● **DIRECTIONS**
Without any pictures, the records below should be reproduced exactly.

● **Stored items**
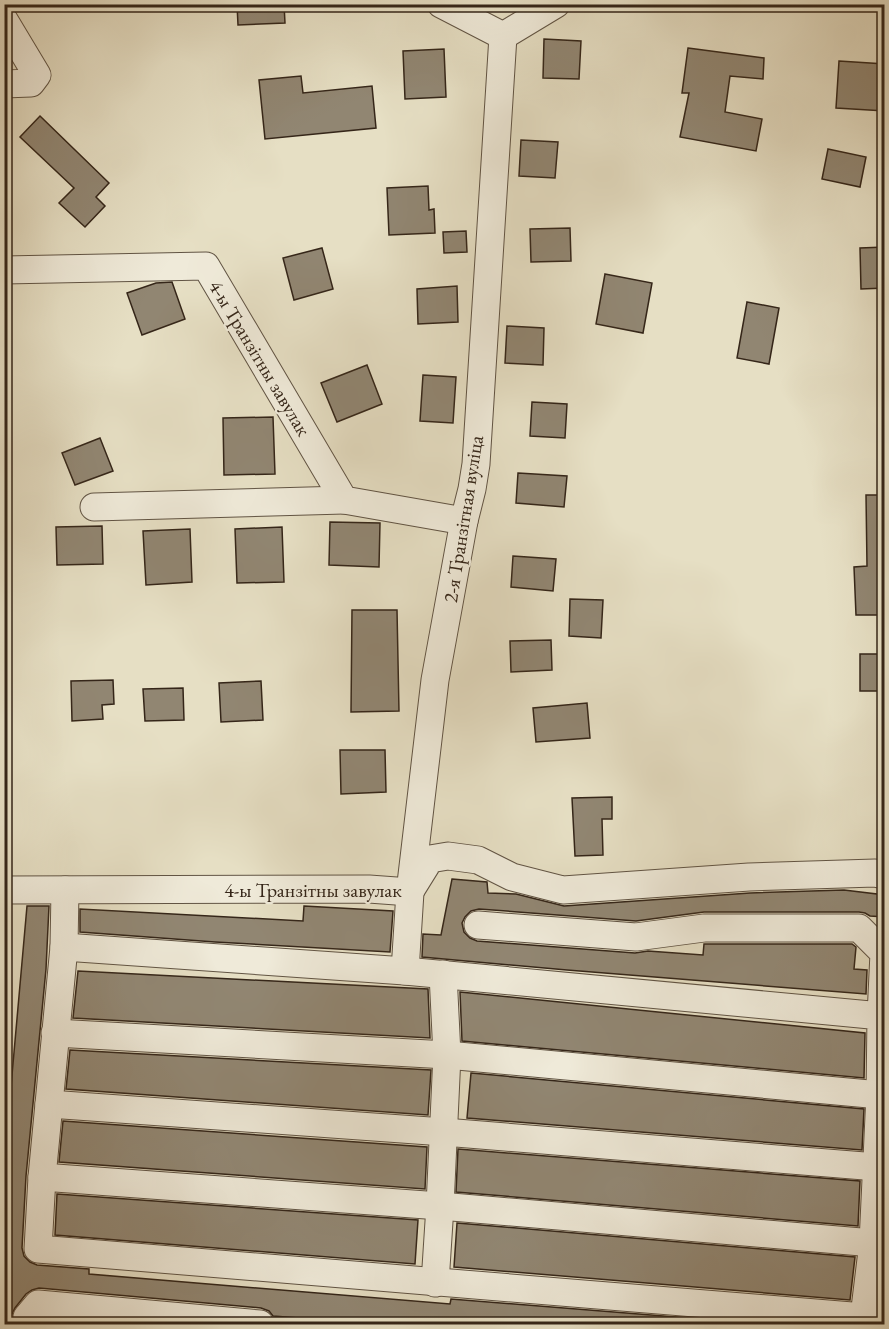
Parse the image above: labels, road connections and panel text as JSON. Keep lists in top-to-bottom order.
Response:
{
  "streets": {
    "street": ["4-ы Транзітны завулак", "2-я Транзітная вуліца"]
  },
  "crossings": [
    ["4-ы Транзітны завулак", "2-я Транзітная вуліца"]
  ]
}
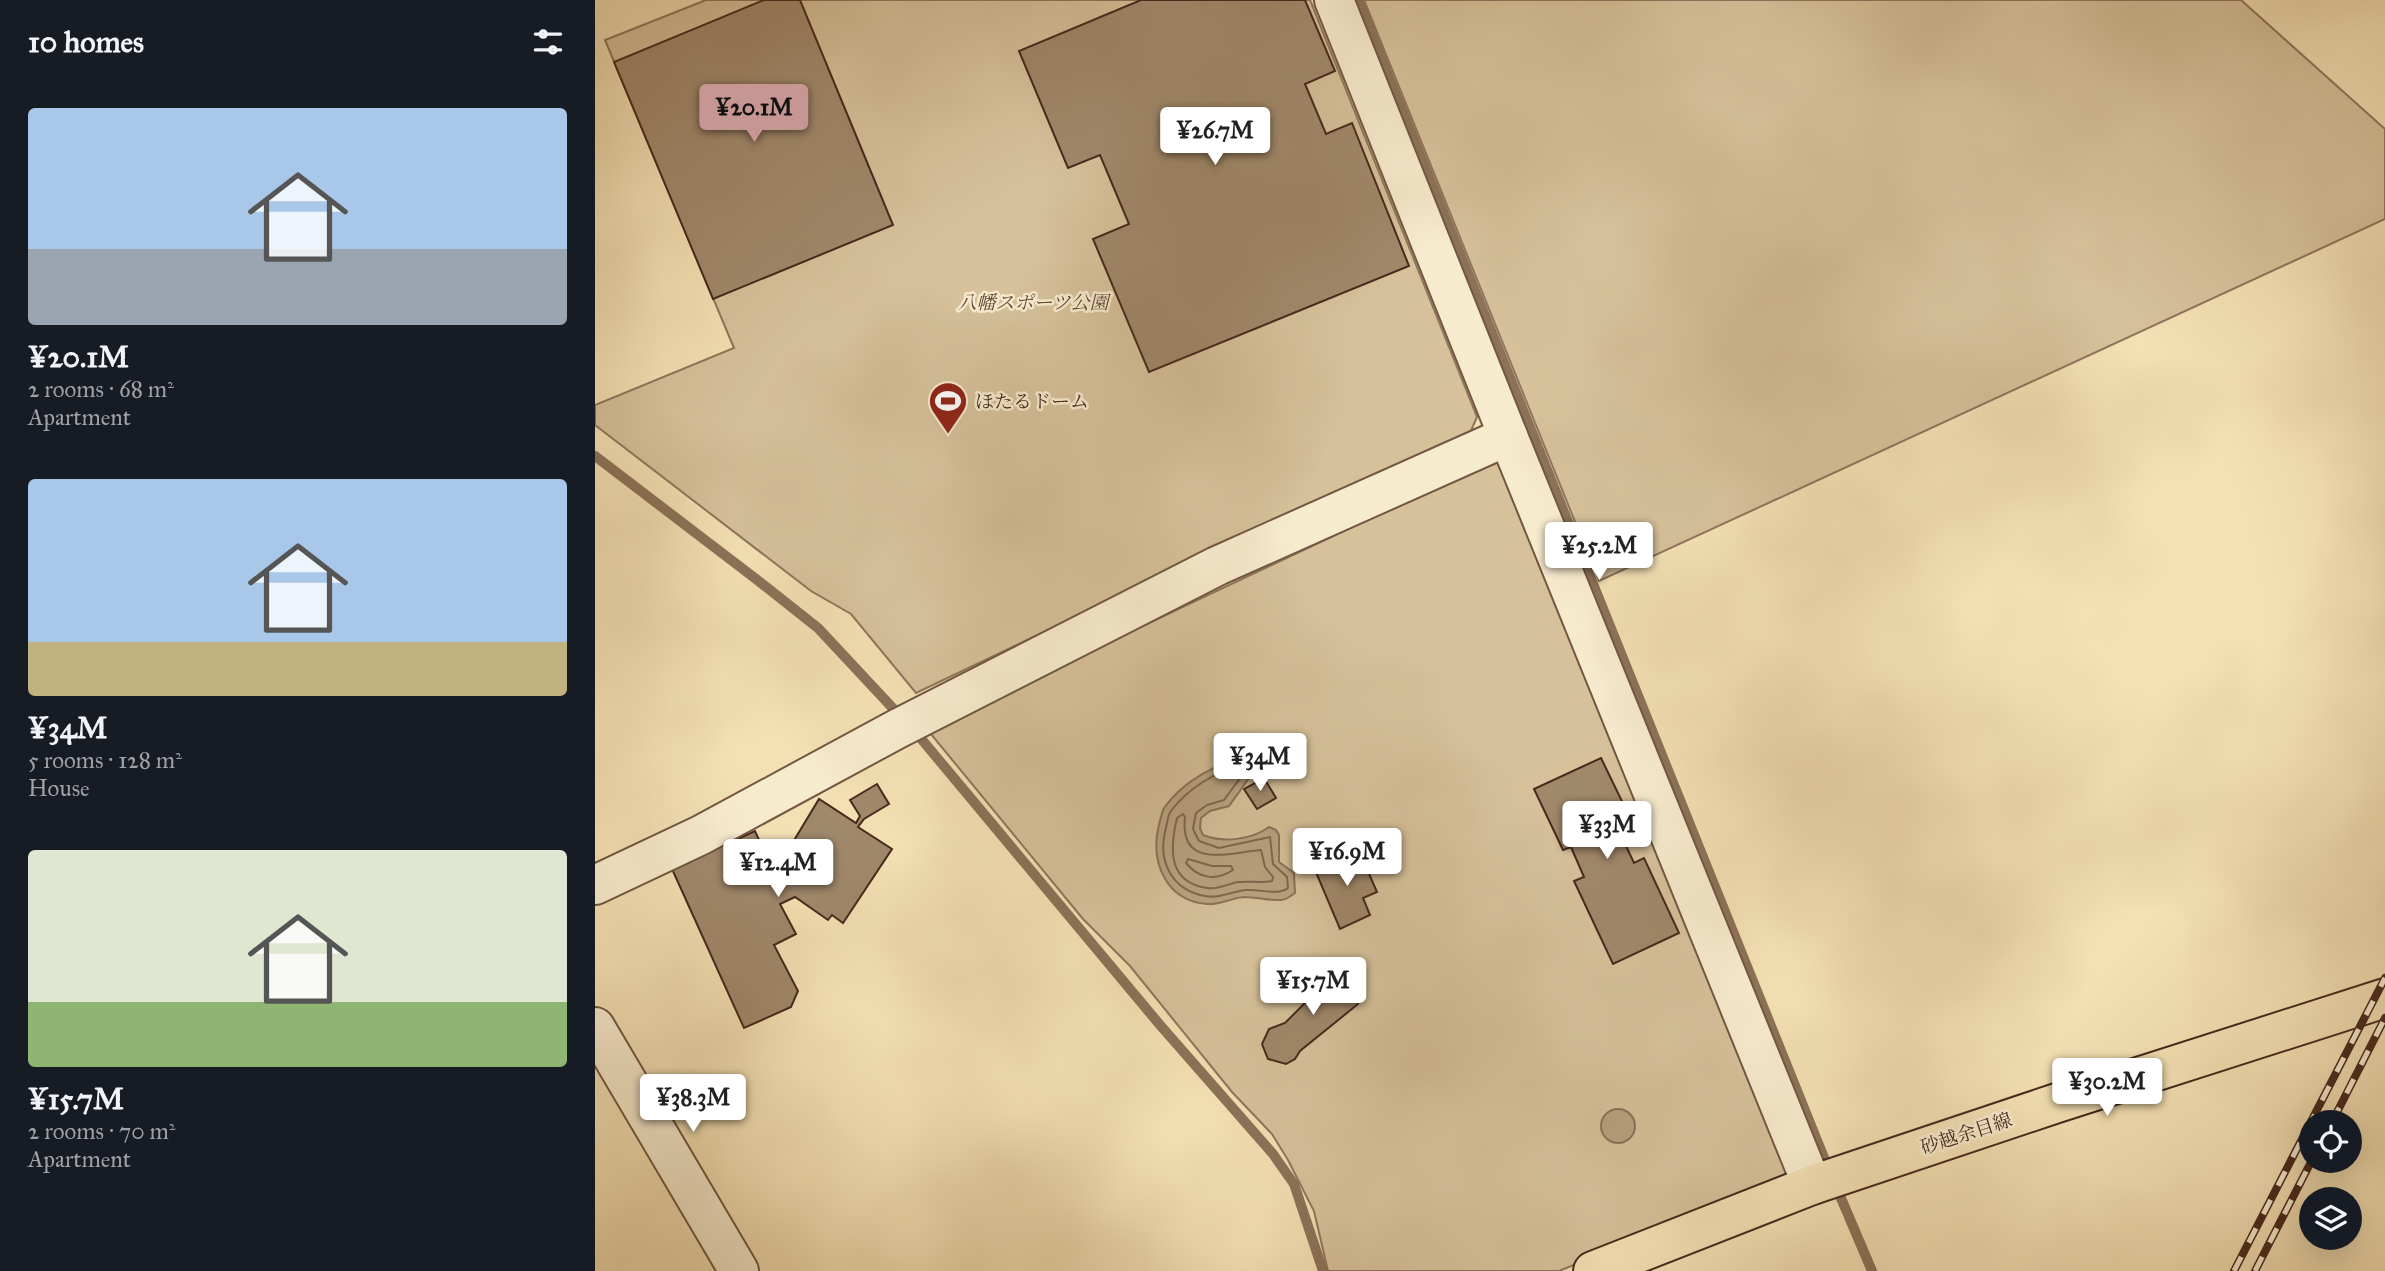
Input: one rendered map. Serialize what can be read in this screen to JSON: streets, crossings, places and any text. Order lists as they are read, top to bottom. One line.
{"streets":{"main road":["砂越余目線"]},"parks":["八幡スポーツ公園"],"places":{"sports":["ほたるドーム"]},"page":{"heading":"10 homes","list":[{"name":"¥20.1M","note":"2 rooms · 68 m² · Apartment"},{"name":"¥34M","note":"5 rooms · 128 m² · House"},{"name":"¥15.7M","note":"2 rooms · 70 m² · Apartment"}],"price":["¥20.1M","¥26.7M","¥25.2M","¥34M","¥33M","¥16.9M","¥12.4M","¥15.7M","¥30.2M","¥38.3M"]}}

● **RESULT OF THIS TASK**
Parse the image above: labels, road connections and panel text as JSON. Keep lists in top-to-bottom order.
Response:
{
  "streets": {
    "street": ["4-ы Транзітны завулак", "2-я Транзітная вуліца"]
  },
  "crossings": [
    ["4-ы Транзітны завулак", "2-я Транзітная вуліца"]
  ]
}
Input: one rendered map. Serialize what can be read in this screen to JSON: streets, crossings, places and any text. Order lists as they are read, top to bottom. One line.
{"streets":{"main road":["砂越余目線"]},"parks":["八幡スポーツ公園"],"places":{"sports":["ほたるドーム"]},"page":{"heading":"10 homes","list":[{"name":"¥20.1M","note":"2 rooms · 68 m² · Apartment"},{"name":"¥34M","note":"5 rooms · 128 m² · House"},{"name":"¥15.7M","note":"2 rooms · 70 m² · Apartment"}],"price":["¥20.1M","¥26.7M","¥25.2M","¥34M","¥33M","¥16.9M","¥12.4M","¥15.7M","¥30.2M","¥38.3M"]}}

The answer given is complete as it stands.